Tom Eddy’s another believer in the personal approach. Eddy, owner of Black Tie Ski Rentals in the Vail Valley, is just finishing his first full season in business. He credits the success he’s had so far with the groundwork he laid last fall.
“It took a lot of face time in the fall,” Eddy said. “We needed to get our foot in the door.”
Face-to-face meetings are critical, especially for a new business, Rossi said.
“Without referrals, they really need to go face to face,” he said. “A transportation company, for example, needs to show us their insurance, that their appearance is what it should be.”
There are a couple of local conceirge groups as well, and both have meetings in the fall. Those sessions are another way to meet new business people, or renew acquaintances.
Competition for business can be fierce, and concierges are often in the middle of it.
Eddy said he handed out gift baskets after a good Christmas season. And Tuft recently hosted a reception for concierges at an Avon coffee house that included the giveaway of a trip for two to Mexico.
Many hotels have lists of preferred businesses, Rossi said. Those are businesses with a track record of giving tourists what they want, when they want it.
Sometimes, though, a newer business will get in because the competition is already busy.
“It can come down to the convenience of booking,” Rossi said.
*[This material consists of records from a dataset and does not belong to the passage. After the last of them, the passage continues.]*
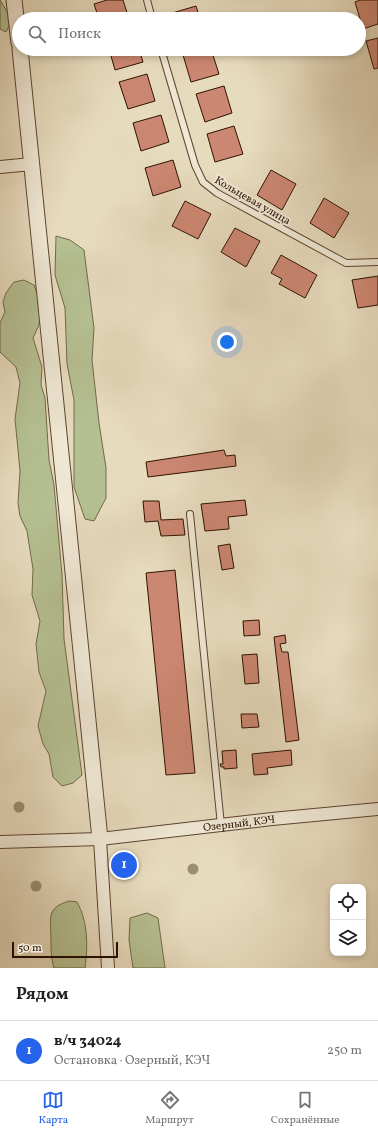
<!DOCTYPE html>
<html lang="ru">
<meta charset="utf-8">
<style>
body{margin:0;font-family:Vollkorn,serif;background:#f2f2f2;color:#202124}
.controls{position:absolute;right:12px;bottom:12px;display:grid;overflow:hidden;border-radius:8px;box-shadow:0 2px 6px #0003}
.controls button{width:36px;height:36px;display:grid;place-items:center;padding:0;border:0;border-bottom:1px solid #e0e0e0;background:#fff;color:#202124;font:20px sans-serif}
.scale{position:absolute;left:12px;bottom:10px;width:106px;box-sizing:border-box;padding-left:4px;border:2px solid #2e1200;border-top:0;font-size:11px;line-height:14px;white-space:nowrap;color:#2e1200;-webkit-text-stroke:3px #efe8d5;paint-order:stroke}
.you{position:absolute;left:227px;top:342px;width:14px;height:14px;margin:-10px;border:3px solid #fff;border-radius:50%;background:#1a73e8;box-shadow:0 0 0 6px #1a73e833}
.badge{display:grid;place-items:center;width:26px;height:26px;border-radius:50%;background:#2563eb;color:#fff;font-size:13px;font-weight:700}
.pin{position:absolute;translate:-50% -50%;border:2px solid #fff;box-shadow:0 1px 4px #0006}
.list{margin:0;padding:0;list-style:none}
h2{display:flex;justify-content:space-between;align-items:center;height:52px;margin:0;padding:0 16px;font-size:17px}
h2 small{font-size:13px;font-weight:400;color:#757577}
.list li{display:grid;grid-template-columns:26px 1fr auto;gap:12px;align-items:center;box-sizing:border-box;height:60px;padding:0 16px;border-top:1px solid #e0e0e0}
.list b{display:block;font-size:15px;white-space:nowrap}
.list p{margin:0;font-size:13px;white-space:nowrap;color:#757577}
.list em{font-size:13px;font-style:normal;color:#757577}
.icon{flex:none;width:22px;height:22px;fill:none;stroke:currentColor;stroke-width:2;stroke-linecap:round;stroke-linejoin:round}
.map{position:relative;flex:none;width:378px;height:968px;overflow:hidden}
.search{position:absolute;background:#fff;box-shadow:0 2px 6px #0003;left:12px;right:12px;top:12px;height:44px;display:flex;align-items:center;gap:10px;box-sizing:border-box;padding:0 14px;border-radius:22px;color:#757577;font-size:15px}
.sheet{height:112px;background:#fff}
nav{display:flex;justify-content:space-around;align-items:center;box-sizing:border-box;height:56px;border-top:1px solid #e0e0e0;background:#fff;font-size:11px;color:#757577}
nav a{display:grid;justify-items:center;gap:2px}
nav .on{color:#2563eb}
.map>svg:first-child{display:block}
</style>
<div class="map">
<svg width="378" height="968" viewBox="0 0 378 968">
<rect width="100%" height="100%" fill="#e7dbbe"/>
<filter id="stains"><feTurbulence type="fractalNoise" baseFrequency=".005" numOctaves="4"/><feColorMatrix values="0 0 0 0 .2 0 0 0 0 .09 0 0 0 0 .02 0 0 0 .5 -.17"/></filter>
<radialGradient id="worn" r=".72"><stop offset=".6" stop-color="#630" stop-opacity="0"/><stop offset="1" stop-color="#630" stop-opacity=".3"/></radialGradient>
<!-- green -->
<g fill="#b5c092" stroke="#726949">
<polygon points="0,0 12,20 6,32 0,29"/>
<polygon points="56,236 70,240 84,250 94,328 92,360 99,423 106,468 106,498 94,521 85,519 74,487 74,400 67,364 65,308 55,275"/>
<polygon points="24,280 34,285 41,305 39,325 33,338 42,367 41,385 45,398 49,460 54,485 62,575 64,639 82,775 73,783 62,786 53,777 49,754 43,744 38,726 46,691 39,672 36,644 40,621 32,595 33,569 27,531 20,516 18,503 20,471 15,419 20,383 16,367 0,352 0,323 5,312 3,302 6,293 14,282"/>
<path d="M70,901L77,902C88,922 88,945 85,968H54C51,958 51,950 51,940C51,920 45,907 70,901Z"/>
<polygon points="147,913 158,918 165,968 133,968 129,940 130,918"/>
</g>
<!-- building -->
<g fill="#cc8772" stroke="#2e1200">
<polygon points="107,0 123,0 129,19 99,19 94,4"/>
<polygon points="360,0 378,0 378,24 363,29 355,2"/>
<polygon points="196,6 200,19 170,19 169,14"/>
<polygon points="378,38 378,68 374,69 366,41"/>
<polygon points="109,49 139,49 143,62 115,70"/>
<polygon points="202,49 211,49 219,74 191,82 183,55"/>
<polygon points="147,74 155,101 128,109 119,82"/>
<polygon points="224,86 232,113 205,122 196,94"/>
<polygon points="161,115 169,142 141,151 133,123"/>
<polygon points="234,126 243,154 215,162 207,134"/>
<polygon points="173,160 181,187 153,196 145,168"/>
<polygon points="271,170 296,184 282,210 257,195"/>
<polygon points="324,198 349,213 334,238 310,223"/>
<polygon points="185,201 211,214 198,239 172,226"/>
<polygon points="235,228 260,241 246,267 221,252"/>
<polygon points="281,255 317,275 305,298 279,284 282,279 271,273"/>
<polygon points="378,276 378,305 358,308 352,280"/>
<polygon points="224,450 226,456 235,455 236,466 148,477 146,462"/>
<polygon points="245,500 247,515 228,517 229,529 205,531 201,504"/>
<polygon points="143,501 159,501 161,520 183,519 185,535 161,536 158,521 145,522"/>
<polygon points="230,544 234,568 222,570 218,546"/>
<polygon points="175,570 195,773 166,775 146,573"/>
<polygon points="259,620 260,635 244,636 243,621"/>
<polygon points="285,635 286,643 280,644 282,652 288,652 299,740 286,742 274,637"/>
<polygon points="257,654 259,683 245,684 242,655"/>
<polygon points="241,714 257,714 259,727 242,728"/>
<polygon points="236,750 237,768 224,769 224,767 221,767 220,764 223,764 222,751"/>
<polygon points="291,750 292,765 267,768 268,774 254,775 252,754"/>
</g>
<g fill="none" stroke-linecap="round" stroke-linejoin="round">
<defs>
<g id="service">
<polyline points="147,0 152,19"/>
<polyline points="161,49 195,165 203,182 217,193 346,263 378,262"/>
<polyline points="190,514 221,825"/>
</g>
<g id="minor">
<polyline points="0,167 32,164"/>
<polyline points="100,839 108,968"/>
<path id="s1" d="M0,842L100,839L272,819L378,809"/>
</g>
<g id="tertiary">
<polyline points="14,0 19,43"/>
<polyline points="20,49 100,839"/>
</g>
</defs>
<!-- service casing -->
<use href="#service" stroke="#5c4430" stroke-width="8"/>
<!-- minor casing -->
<use href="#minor" stroke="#5c4430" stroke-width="14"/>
<!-- tertiary casing -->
<use href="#tertiary" stroke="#5c4430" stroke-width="17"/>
<!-- service -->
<use href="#service" stroke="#efe8d5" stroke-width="6"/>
<!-- minor -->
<use href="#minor" stroke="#efe8d5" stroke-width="12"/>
<!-- tertiary -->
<use href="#tertiary" stroke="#efe8d5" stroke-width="15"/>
</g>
<!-- trees -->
<g fill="#9b8e72">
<circle cx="19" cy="807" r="5.5"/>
<circle cx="193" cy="869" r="5.5"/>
<circle cx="36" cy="886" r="5.5"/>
</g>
<g text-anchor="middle" stroke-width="4" stroke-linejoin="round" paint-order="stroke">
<!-- street labels -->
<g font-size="11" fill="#2e1200" stroke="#efe8d5">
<text transform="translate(253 200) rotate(30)" y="4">Кольцевая улица</text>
<text dy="4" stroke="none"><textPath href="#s1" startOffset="240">Озерный, КЭЧ</textPath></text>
</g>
</g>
<rect width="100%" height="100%" filter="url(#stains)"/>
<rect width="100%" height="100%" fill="url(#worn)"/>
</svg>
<div class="controls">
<button><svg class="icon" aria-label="locate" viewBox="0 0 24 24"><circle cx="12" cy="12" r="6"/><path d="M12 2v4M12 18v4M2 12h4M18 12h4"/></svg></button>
<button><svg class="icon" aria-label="layers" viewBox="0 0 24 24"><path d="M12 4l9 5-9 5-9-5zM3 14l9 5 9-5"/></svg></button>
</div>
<div class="scale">50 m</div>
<div class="you"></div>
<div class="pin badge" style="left:124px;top:865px">1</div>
<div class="search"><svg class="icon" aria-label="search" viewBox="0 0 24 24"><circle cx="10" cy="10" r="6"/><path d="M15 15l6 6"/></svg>Поиск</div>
</div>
<section class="sheet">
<h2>Рядом<small></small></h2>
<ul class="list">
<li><span class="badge">1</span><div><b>в/ч 34024</b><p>Остановка · Озерный, КЭЧ</p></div><em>250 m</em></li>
</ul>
</section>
<nav>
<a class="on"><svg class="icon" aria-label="map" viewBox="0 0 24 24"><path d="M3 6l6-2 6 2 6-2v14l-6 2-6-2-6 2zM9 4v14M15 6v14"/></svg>Карта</a>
<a><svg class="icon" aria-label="directions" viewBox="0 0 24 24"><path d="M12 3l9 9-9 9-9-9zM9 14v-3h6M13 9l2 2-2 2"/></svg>Маршрут</a>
<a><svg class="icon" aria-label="saved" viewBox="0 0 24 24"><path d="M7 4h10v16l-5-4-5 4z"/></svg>Сохранённые</a>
</nav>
Once that happens, a business owner’s fate is in his own hands.
Eddy, who provides in-room fittings for gear, as well tuning and other services, got busy around Christmas. Like any business, he’s had his ups and downs. But good word of mouth from guests can translate into more calls from concierges.
Rossi is well aware of the competition, and tries to spread out his calls and referrals as well as he can. For instance, he said he’ll alternate calls to the two mobile physicians’ businesses that serve Vail.
At hotels owned by Vail Resorts, business referrals are a matter of contract. That’s the way things work at the Great Divide Lodge. McCleneghan said the top of her hotel’s list is occupied by companies that sign contracts with the resort company to provide services. If those companies are booked, concierges will then go to their other list of companies, the one drawn up the old-fashioned way.
No matter how the list at the concierge desk is made, the bottom line is treating the customers right.
“If we call and they come, that’s important,” Rossi said.
And, despite the giveaways and other incentives, Rossi said people who stay in the concierge business very long follow a fairly strict code of ethics.
“The bottom line is service to the customer,” Rossi said. “You are paid by the hotel, and have a responsibility to take the best possible care of the guests.”
– Introduce yourself: This is esppecially crucial for new businesses. Phones are fine, but there’s no substitute for a handshake.
– Tap the network: The Vail Concierge Guild meets every fall. Go, and bring your brochures.
– Get referrals: It’s hard to do for new businesses, but even a few happy clients can help.
– Show up: It sounds simple, but nothing can blow a chance at another referral like a no-show for an appointment.
– Deliver great service: This is a service economy, after all. One happy customer will lead to more. The reverse is also true, of course.